Upon the collapse of the defunct National Association of University Teachers (NAUT), The Academic Staff Union of Universities (ASUU) was established in 1978, with the goal of regulating the relationship that exists between academic staff and employers. This regulation entailed the constant provision of suitable working conditions of service for ASUU members by the employers. Quite frankly, over the years, the Federal Government has failed to meet the demands of the Union. This grave failure has plunged ASUU into the habit of going on industrial action or strike. Sadly, this habit of calling strikes has been a fruitful means of making their voices heard and getting the desired and required attention to their demands.
On February 14th 2022, ASUU went on another strike. This strike came as no surprise to the Minister of Labour and Employment, Dr. Chris Ngige; one who has thrown his hat into the ring. Dr. Ngige who claimed to have done his very best to resolve the current ASUU strike said: “There is nothing new about ASUU strike. It has been a recurrent decimal. In the last 20 years, ASUU has gone on strike 16 times, so there is nothing new as such.” This assertion by Dr. Ngige reminds us of how Tertiary education in Nigeria since 1999 till date, has been plagued and ravaged by ‘strike,’ making strikes more consistent and normal than the academic calendar of Federal Universities.
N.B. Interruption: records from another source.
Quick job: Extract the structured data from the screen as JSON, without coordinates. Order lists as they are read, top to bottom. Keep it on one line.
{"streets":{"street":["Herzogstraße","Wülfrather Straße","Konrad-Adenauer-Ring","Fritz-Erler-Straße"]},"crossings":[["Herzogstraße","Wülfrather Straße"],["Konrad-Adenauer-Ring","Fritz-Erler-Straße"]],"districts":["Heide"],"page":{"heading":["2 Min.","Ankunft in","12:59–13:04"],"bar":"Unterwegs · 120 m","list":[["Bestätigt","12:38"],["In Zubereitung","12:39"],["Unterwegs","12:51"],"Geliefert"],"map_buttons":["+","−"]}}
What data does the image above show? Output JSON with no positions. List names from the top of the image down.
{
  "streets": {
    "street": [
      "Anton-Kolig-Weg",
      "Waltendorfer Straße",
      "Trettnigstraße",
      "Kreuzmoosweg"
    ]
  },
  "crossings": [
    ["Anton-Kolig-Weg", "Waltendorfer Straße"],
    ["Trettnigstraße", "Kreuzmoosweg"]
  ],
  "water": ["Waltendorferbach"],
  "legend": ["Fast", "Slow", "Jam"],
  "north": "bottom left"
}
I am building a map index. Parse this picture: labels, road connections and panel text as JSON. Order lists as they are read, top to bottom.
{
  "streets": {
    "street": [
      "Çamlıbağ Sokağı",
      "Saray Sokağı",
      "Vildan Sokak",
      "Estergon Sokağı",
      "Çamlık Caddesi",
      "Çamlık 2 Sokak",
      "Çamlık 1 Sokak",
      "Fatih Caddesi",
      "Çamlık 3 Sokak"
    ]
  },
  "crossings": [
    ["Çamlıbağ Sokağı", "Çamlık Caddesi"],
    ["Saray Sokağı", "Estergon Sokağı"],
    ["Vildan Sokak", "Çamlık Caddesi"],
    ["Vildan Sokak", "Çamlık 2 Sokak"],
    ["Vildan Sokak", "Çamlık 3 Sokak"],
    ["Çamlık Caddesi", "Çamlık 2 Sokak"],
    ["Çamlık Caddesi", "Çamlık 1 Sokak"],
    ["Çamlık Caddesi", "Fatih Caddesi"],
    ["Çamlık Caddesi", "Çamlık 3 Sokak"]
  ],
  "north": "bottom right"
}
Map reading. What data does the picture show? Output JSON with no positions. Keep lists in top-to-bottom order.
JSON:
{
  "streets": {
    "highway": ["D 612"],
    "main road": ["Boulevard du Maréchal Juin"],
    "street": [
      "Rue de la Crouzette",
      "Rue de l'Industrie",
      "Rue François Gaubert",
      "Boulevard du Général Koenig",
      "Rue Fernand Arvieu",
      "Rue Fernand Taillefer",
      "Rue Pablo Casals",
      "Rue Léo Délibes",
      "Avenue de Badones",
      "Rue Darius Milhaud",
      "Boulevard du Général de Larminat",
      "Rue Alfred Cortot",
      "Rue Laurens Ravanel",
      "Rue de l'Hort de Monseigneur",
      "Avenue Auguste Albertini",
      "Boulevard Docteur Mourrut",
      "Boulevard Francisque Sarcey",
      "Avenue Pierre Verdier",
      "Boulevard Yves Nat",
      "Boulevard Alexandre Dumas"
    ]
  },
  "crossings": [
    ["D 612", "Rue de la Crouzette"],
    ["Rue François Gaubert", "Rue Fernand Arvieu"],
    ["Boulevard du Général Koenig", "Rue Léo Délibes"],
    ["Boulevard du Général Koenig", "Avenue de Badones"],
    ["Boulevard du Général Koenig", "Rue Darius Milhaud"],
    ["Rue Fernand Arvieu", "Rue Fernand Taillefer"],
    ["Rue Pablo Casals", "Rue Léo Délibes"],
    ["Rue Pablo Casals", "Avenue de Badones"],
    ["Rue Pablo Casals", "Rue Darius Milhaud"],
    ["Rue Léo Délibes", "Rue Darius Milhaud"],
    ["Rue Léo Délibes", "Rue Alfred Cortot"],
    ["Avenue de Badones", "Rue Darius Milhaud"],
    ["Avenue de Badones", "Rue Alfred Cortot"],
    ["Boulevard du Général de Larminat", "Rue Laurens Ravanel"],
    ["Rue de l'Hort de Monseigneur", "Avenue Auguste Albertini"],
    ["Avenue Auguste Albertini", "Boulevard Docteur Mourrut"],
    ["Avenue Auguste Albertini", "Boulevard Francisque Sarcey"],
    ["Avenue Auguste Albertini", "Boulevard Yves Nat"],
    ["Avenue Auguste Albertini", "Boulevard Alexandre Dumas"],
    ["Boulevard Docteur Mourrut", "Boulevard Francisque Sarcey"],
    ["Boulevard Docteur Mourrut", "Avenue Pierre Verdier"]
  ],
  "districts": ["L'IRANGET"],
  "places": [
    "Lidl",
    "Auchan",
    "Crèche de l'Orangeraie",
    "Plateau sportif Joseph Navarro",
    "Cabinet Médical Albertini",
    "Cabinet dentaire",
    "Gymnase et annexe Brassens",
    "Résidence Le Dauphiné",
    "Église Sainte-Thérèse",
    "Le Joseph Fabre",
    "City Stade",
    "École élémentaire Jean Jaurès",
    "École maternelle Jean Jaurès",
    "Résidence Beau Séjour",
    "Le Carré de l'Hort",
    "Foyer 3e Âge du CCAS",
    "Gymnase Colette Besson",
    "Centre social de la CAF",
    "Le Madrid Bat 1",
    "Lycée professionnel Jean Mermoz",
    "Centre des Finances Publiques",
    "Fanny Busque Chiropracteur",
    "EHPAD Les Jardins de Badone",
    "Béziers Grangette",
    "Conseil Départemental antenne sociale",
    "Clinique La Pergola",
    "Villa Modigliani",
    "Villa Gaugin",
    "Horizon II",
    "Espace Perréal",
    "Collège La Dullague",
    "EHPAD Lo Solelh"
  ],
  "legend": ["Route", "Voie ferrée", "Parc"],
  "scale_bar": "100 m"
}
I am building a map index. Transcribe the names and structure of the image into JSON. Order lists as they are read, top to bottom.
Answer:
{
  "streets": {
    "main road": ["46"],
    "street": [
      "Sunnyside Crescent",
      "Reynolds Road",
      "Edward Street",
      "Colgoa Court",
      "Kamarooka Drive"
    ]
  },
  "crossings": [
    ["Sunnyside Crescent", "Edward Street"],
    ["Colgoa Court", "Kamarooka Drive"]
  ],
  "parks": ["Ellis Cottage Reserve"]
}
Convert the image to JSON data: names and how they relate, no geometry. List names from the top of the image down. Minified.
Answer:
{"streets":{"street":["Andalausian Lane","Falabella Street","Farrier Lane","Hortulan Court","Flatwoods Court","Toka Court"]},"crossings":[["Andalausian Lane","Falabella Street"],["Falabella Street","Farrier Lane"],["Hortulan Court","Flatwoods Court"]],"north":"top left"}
While we tried to swallow this bitter pill from Presidential aspirant and hopeful, Dr. Ngige, just recently as a guest at ‘The Morning Show’ on Arise News Channel made a costly and terrible faux pas stressing that “there was nothing wrong with doctors leaving Nigeria.” Dr. Ngige hinged his argument on the premise that the mass exodus of doctors from Nigeria was nothing new since, “by 1982 and 1984, our doctors were moving to Saudi Arabia and United Kingdom. By 1990, they were moving to the United States….these countries need our doctors because they are well trained….our medical doctors and consultants are the best…what I am saying is that it is not all that bad in such a situation…those doctors and consultants came back with better knowledge while some came back with equipment…what I am saying is that all hope is not lost.”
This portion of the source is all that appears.